Tuesday, October 6, 2009

Achitecture and Evaluation of an Unplanned 802.11b Mesh Network

Summary
This paper looks at a deployment of Roofnet, an unplanned mesh network in an urban environment. The basic architecture is that the nodes connect to each other and use a shortest path routing algorithm to find paths to gateway nodes, that is, those small percentage of Rootnet nodes that are also connected to the Internet.

The nodes maintain a database of link metrics and do Dynamic Source Routing, in which each TCP session computes the best route using Dijkstra's algorithm over the link DB. The metric that gets used is the link throughput in conjunction with the probability that packets will get through. This sometimes required putting the WiFi cards into high-loss but also high-throughput modes, which required setting a custom policy on the wireless NIC. To discover the link metrics nodes can flood the network and listen for replies, or snoop on other nodes' floods.
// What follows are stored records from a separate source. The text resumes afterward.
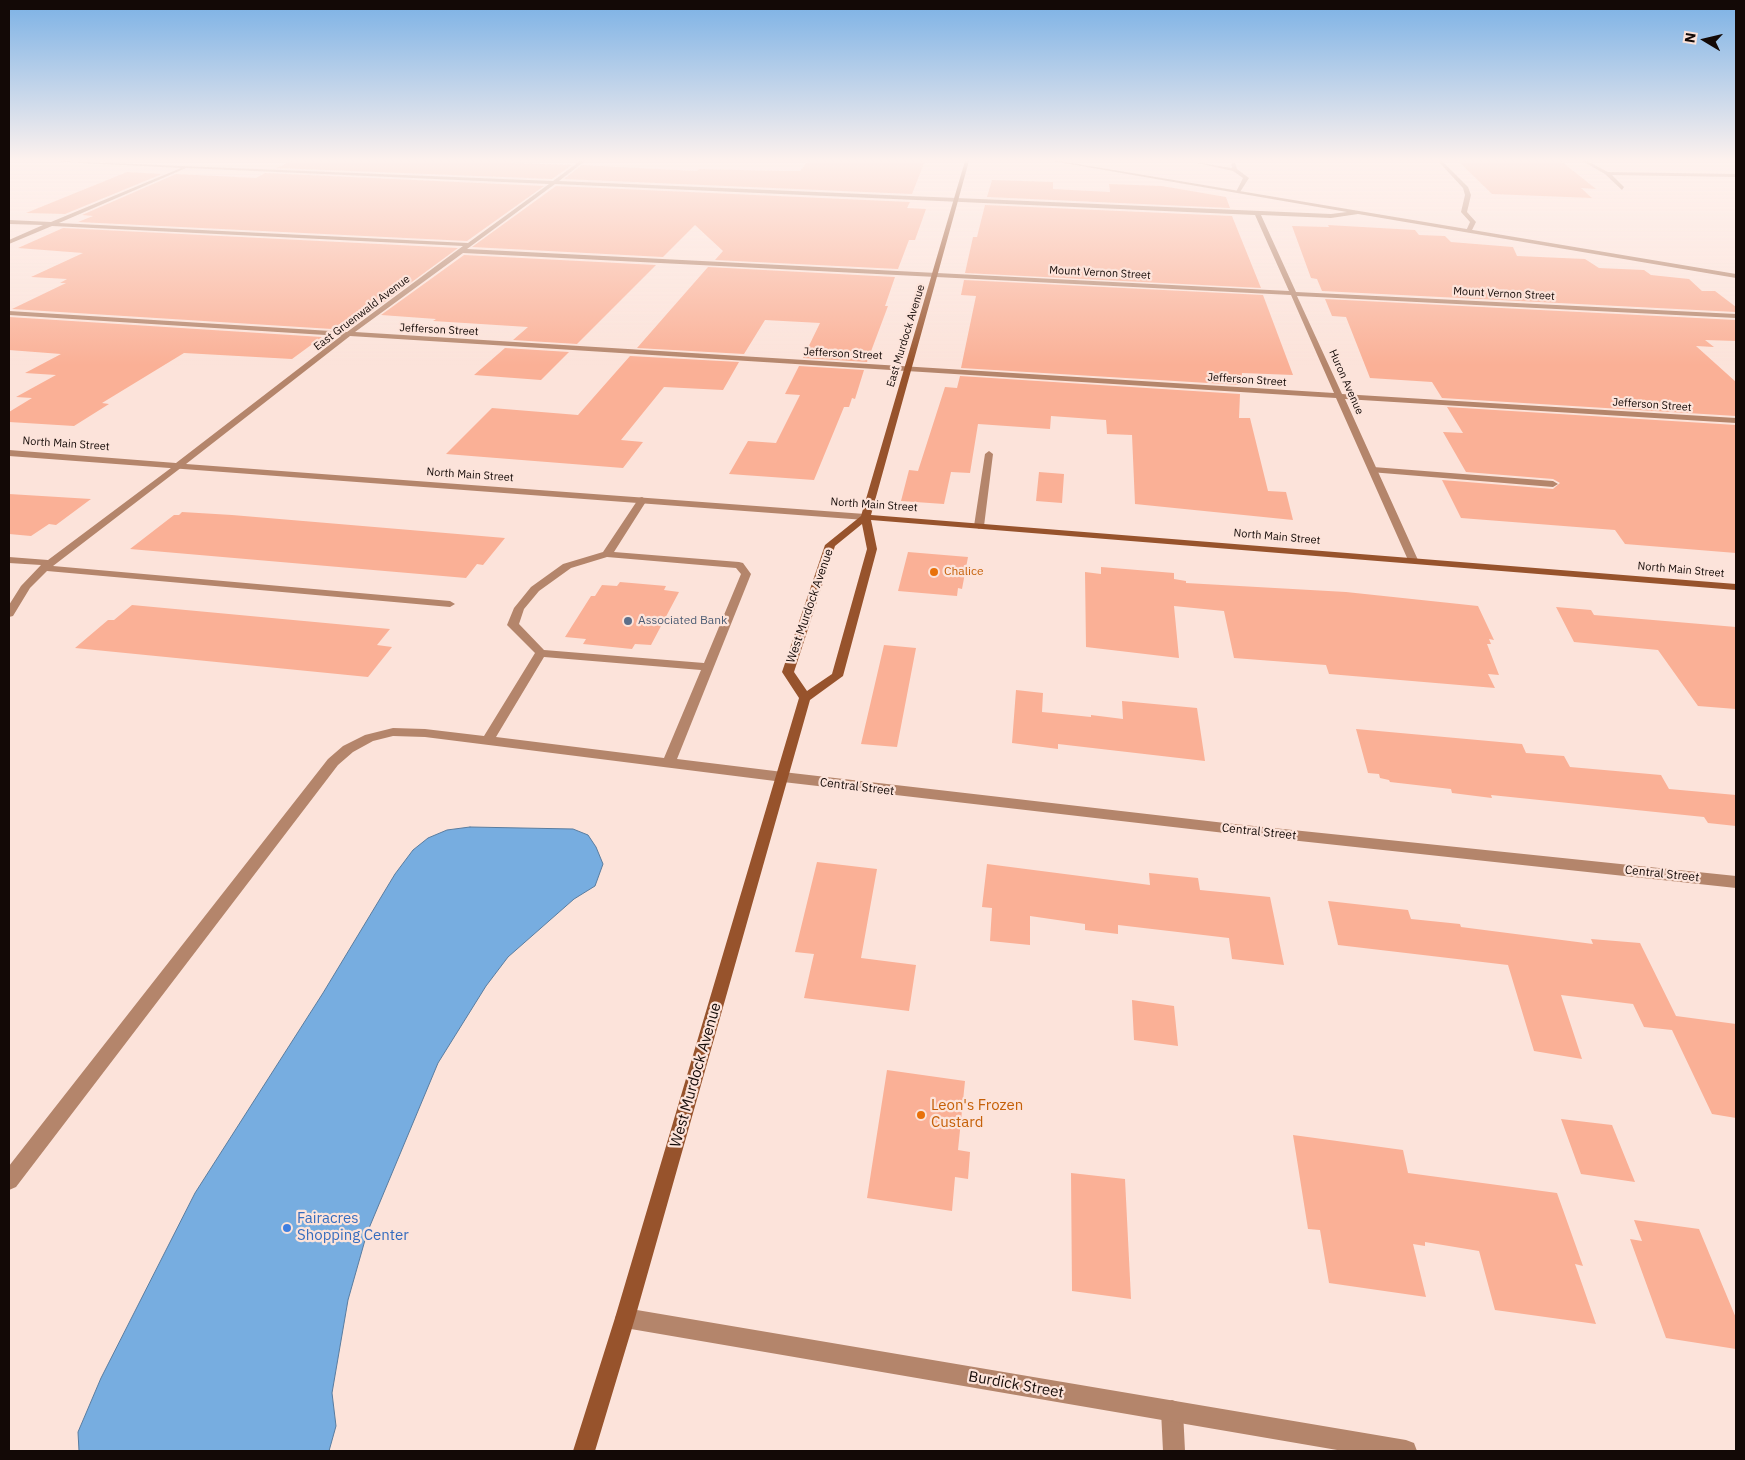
<!DOCTYPE html>
<style>
body{margin:0}
#map{position:relative;width:1745px;height:1460px;overflow:hidden;background:#fce3da;font-family:"IBM Plex Sans",sans-serif}
canvas{display:block}
.frame{position:absolute;inset:0;border:10px solid #130906;pointer-events:none}
.north{position:absolute;left:1680px;top:15px;width:50px;height:50px;-webkit-text-stroke:4px #fce3da;paint-order:stroke;rotate:279deg;font-size:14px;font-weight:700;line-height:20px;text-align:center;color:#130906}
.north::after{content:'';display:block;margin:auto;width:18px;height:22px;background:#130906;clip-path:polygon(50% 0,100% 100%,50% 72%,0 100%)}
</style>
<div id="map">
<canvas width="1745" height="1460"></canvas>
<div class="frame"></div>
<div class="north">N</div>
</div>
<script>
const context = document.querySelector('canvas').getContext('2d');
context.lineJoin = 'round';
function fillPath(path, color) { context.fillStyle = color; context.fill(path, 'evenodd'); }
const poly = rows => new Path2D(rows.map(r => 'M' + r).join(''));
function trace(path, color, width, dash) { context.strokeStyle = color; context.lineWidth = width; context.lineCap = dash ? 'butt' : 'round'; context.setLineDash(dash || []); context.stroke(path); }
function label(font, color, halo, rows, align = 'center') {
  context.font = font + ' "IBM Plex Sans",sans-serif'; context.lineWidth = 4.5; context.setLineDash([]); context.textBaseline = 'middle'; context.strokeStyle = halo; context.fillStyle = color; for (const [text, x, y, turn = 0] of rows) {
    context.save(); context.translate(x, y); context.rotate((+turn || 0) * Math.PI / 180); context.textAlign = isNaN(turn) ? turn : align; if (halo) context.strokeText(text, 0, 0); context.fillText(text, 0, 0); context.restore();
  }
}
const water = poly([
 [470,827,573,829,588,835,596,847,603,864,595,886,574,899,508,957,486,986,438,1063,367,1233,348,1300,332,1393,336,1426,329,1451,79,1451,78,1432,101,1378,195,1193,323,993,395,874,413,850,428,838,447,830,470,827]
]);
const building = poly([
 [292,161,514,161,511,163,572,165,552,179,276,168],
 [808,161,925,161,912,194,564,179,582,165,697,171,699,169,786,171,800,171],
 [1458,161,1561,161,1596,189,1581,188,1592,198,1492,194],
 [127,172,162,174,65,214,26,213],
 [265,173,544,186,467,241,78,222,93,216,82,215,176,174,256,178],
 [992,180,1053,182,1053,189,1110,192,1109,184,1162,186,1226,197,1230,208,987,197],
 [556,186,910,202,907,208,926,209,915,240,909,240,898,269,715,260,723,251,695,225,663,257,472,247],
 [985,205,1232,216,1261,288,965,273,973,237,977,237],
 [1328,225,1415,230,1419,235,1445,236,1451,242,1513,247,1517,256,1585,259,1599,268,1644,270,1651,275,1689,279,1702,291,1715,291,1736,307,1736,312,1322,291,1317,279,1311,278,1292,226,1329,227],
 [63,228,458,248,367,315,356,314,332,329,12,309,66,283,60,283,67,279,31,277,83,253,18,248],
 [464,255,656,265,577,344,513,340,528,327,433,321,436,319,381,315],
 [708,267,895,277,885,306,888,306,867,362,803,358,820,323,765,320,744,354,637,348],
 [964,280,1263,295,1293,375,1242,373,1241,385,961,368,976,296,961,295],
 [1325,299,1736,320,1736,341,1705,340,1714,347,1696,346,1736,382,1736,416,1442,398,1432,382,1370,378,1346,317,1332,316],
 [9,317,322,337,292,359,184,353,102,403,109,404,74,426,9,422,9,412,32,398,16,397,56,375,25,373,61,354,9,350],
 [505,348,569,352,541,380,474,375],
 [630,356,739,362,723,390,664,387,621,440,643,442,623,468,446,454,492,408,578,415],
 [799,366,864,370,855,399,852,398,849,407,844,407,814,480,729,474,748,441,776,443,800,395,785,394],
 [960,376,1240,394,1239,418,1250,418,1268,491,1286,492,1293,520,1135,504,1132,435,1107,434,1106,420,1051,416,1050,429,978,424,970,473,951,472,944,504,901,501,909,470,918,471,945,387,957,388],
 [1447,407,1736,425,1736,553,1625,544,1615,530,1461,518,1442,480,1553,489,1560,483,1553,479,1466,472,1443,432,1463,433],
 [1039,472,1064,474,1062,503,1036,501],
 [9,494,91,499,56,525,49,524,31,536,9,534],
 [182,512,232,515,505,538,483,565,477,564,466,578,130,549,174,515,179,515],
 [908,552,968,557,962,589,958,588,957,596,898,591],
 [1101,567,1174,573,1174,579,1186,581,1186,583,1346,592,1478,606,1494,640,1489,639,1491,644,1487,644,1499,675,1488,674,1495,688,1329,674,1326,665,1234,658,1224,611,1174,606,1179,658,1086,647,1085,572,1101,574],
 [620,582,666,586,664,590,679,592,651,645,635,644,632,649,583,644,586,639,565,637,591,596,595,596,602,585,617,586],
 [132,605,390,629,377,645,392,647,368,677,75,648,108,620,114,620],
 [1556,607,1591,610,1594,615,1736,627,1736,709,1698,706,1658,650,1574,642],
 [884,645,916,648,897,747,861,744],
 [1016,690,1043,693,1042,712,1091,717,1091,715,1123,719,1122,701,1197,708,1205,761,1058,744,1058,749,1012,743],
 [1356,729,1522,744,1526,753,1564,756,1570,767,1661,775,1669,789,1736,795,1736,826,1708,823,1704,817,1491,795,1492,798,1452,793,1451,789,1390,782,1389,780,1380,778,1379,774,1368,773],
 [817,862,877,869,861,958,916,965,909,1011,804,998,814,954,795,952],
 [987,864,1150,885,1149,873,1198,878,1200,890,1270,897,1284,965,1232,959,1229,938,1118,925,1118,934,1085,930,1085,924,1030,916,1030,945,990,941,992,908,982,907],
 [1328,901,1408,910,1411,919,1460,924,1461,927,1593,944,1591,939,1640,943,1676,1016,1736,1024,1736,1118,1712,1114,1672,1030,1644,1027,1633,1004,1561,995,1582,1059,1534,1051,1508,965,1338,945],
 [1132,1000,1174,1006,1178,1046,1134,1040],
 [887,1070,965,1081,958,1150,970,1152,968,1179,955,1177,952,1211,867,1198],
 [1561,1119,1612,1125,1635,1182,1581,1174],
 [1293,1135,1403,1150,1408,1173,1557,1193,1583,1266,1575,1264,1596,1324,1495,1310,1479,1251,1425,1242,1425,1246,1413,1244,1426,1297,1329,1283,1320,1230,1308,1229],
 [1071,1173,1125,1179,1131,1299,1072,1291],
 [1634,1220,1699,1229,1736,1318,1736,1349,1666,1338,1630,1239,1642,1241]
]);
const service = poly([
 [1188,161,1232,168,1231,164,1235,163,1237,169,1249,178,1240,192,1236,192,1243,178,1233,171,1188,161],
 [1438,161,1442,161,1468,187,1471,195,1467,212,1476,222,1471,232,1466,231,1470,222,1461,212,1465,195,1463,188,1438,161],
 [1582,161,1587,161,1608,172,1736,174,1736,177,1612,175,1624,187,1622,190,1605,174,1582,161],
 [989,451,993,454,984,526,979,529,974,526,985,454,989,451],
 [179,462,183,465,182,467,53,566,450,601,455,604,450,607,47,571,30,588,13,616,9,617,9,605,21,586,41,565,9,563,9,557,48,560,179,462],
 [1373,467,1553,481,1558,484,1553,487,1370,472,1370,468,1373,467],
 [642,497,647,500,614,552,739,562,743,563,751,574,677,759,783,772,788,774,790,777,788,780,783,782,425,737,393,736,373,741,353,752,338,765,16,1187,9,1190,9,1166,328,759,343,746,365,735,393,728,425,729,484,736,535,653,507,625,514,608,531,587,563,564,603,552,639,498,642,497],
 [607,557,736,568,741,574,704,663,544,650,519,624,524,609,539,591,571,568,607,557],
 [544,657,701,670,664,758,496,737,544,657],
 [1172,1400,1180,1403,1183,1411,1185,1451,1163,1451,1161,1411,1164,1403,1172,1400]
]);
const minor = poly([
 [60,161,553,181,580,161,585,161,559,181,1331,214,1347,212,1052,161,1060,161,1736,274,1736,278,1358,214,1331,218,1261,215,1296,292,1736,314,1736,318,1297,296,1342,394,1736,418,1736,423,1345,399,1418,560,1413,563,1408,560,1336,398,350,336,186,464,865,514,870,517,865,520,9,456,9,450,176,463,341,336,9,315,9,311,347,332,463,246,52,226,9,244,9,240,43,225,9,224,9,220,51,222,181,168,62,162,60,161],
 [186,168,549,184,468,243,59,223,186,168],
 [555,184,1255,215,1289,291,467,249,555,184],
 [463,253,1291,295,1334,393,355,332,463,253],
 [783,772,1225,823,1736,876,1736,888,1225,833,783,782,778,780,776,777,778,774,783,772],
 [625,1308,1406,1440,1414,1443,1417,1451,1343,1451,625,1328,618,1325,615,1318,618,1311,625,1308]
]);
const secondary = poly([
 [965,161,969,161,871,515,1736,584,1736,590,871,520,877,549,843,676,810,700,635,1318,595,1451,573,1451,615,1318,799,698,782,672,825,545,861,516,965,161],
 [862,524,867,549,832,674,807,691,794,672,835,546,862,524]
]);
const markers = [
 [934,572,5,"#e8710a"],
 [628,621,5,"#5c6f8a"],
 [921,1115,5,"#e8710a"],
 [287,1228,5,"#3f7fe0"]
];
const farStreetnames = [
 ["Mount Vernon Street",1100,273,3],
 ["Mount Vernon Street",1504,294,3],
 ["East Gruenwald Avenue",362,313,-37],
 ["Jefferson Street",439,330,3],
 ["East Murdock Avenue",906,336,-73],
 ["Jefferson Street",843,354,3],
 ["Jefferson Street",1247,380,4],
 ["Huron Avenue",1346,382,66],
 ["Jefferson Street",1652,405,4],
 ["North Main Street",66,444,4],
 ["North Main Street",470,475,4],
 ["North Main Street",874,505,4],
 ["North Main Street",1277,537,5],
 ["North Main Street",1681,570,5]
];
const foodNames = [
 ["Chalice",944,572]
];
const streetNames = [
 ["West Murdock Avenue",810,606,-71],
 ["Central Street",857,787,7],
 ["Central Street",1259,832,6],
 ["Central Street",1662,874,6]
];
const serviceNames = [
 ["Associated Bank",638,621]
];
const nearStreetnames = [
 ["West Murdock Avenue",696,1075,-74],
 ["Burdick Street",1016,1385,10]
];
const nearFoodnames = [
 ["Leon's Frozen",931,1106],
 ["Custard",931,1123]
];
const nearShopnames = [
 ["Fairacres",297,1219],
 ["Shopping Center",297,1236]
];
fillPath(water, '#77ade0');
trace(water, '#597c9f', 1);
fillPath(building, '#fab096');
fillPath(service, '#b4856b');
fillPath(minor, '#b4856b');
fillPath(secondary, '#97532c');
const sky = context.createLinearGradient(0, 0, 0, 365);
sky.addColorStop(0, '#7bb1e5');
sky.addColorStop(0.44, '#fef2ee');
sky.addColorStop(1, '#fef2ee00');
context.fillStyle = sky;
context.fillRect(0, 0, 1745, 365);
for (const [x, y, r, color] of markers) { const dot = new Path2D(); dot.arc(x, y, r, 0, 2 * Math.PI); context.fillStyle = color; context.fill(dot); trace(dot, '#fce3da', 2); }
label('11px', '#130906', '#fce3da', farStreetnames);
label('12px', '#c56008', '#fce3da', foodNames, 'left');
label('12px', '#130906', '#fce3da', streetNames);
label('12px', '#4e5e75', '#fce3da', serviceNames, 'left');
label('15px', '#130906', '#fce3da', nearStreetnames);
label('15px', '#c56008', '#fce3da', nearFoodnames, 'left');
label('15px', '#366cbe', '#fce3da', nearShopnames, 'left');
</script>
The paper evaluates the performance and the robustness of Roofnet, noting that they get mean throughput of 627 kbit/sec. They also look at simulated results of handling failures, noting that most nodes choose a wide variety of neighbors for their first hop so failure of a single neighbor shouldn't effect performance too much. They do find, however, the throughput will drop significantly as there is often only one or two 'fast' neighbors.

Thoughts
I thought this was an interesting paper. They manage to get a working network set up with minimal work by the volunteers and it actually appears to work. They get decent throughput (although the median isn't as good as the mean and might have been a better metric).

On major concern I have is that the paper does not seem to take the performance of the gateway's connection to the WAN into account. It's all well and good if I can get to my gateway at 600kbps, but if that gateway is overloaded on it's WAN routes I won't see good performance overall. This does not seem to be captured by anything in their algorithm and should really be addressed.

Still, an interesting paper and one well worth reading.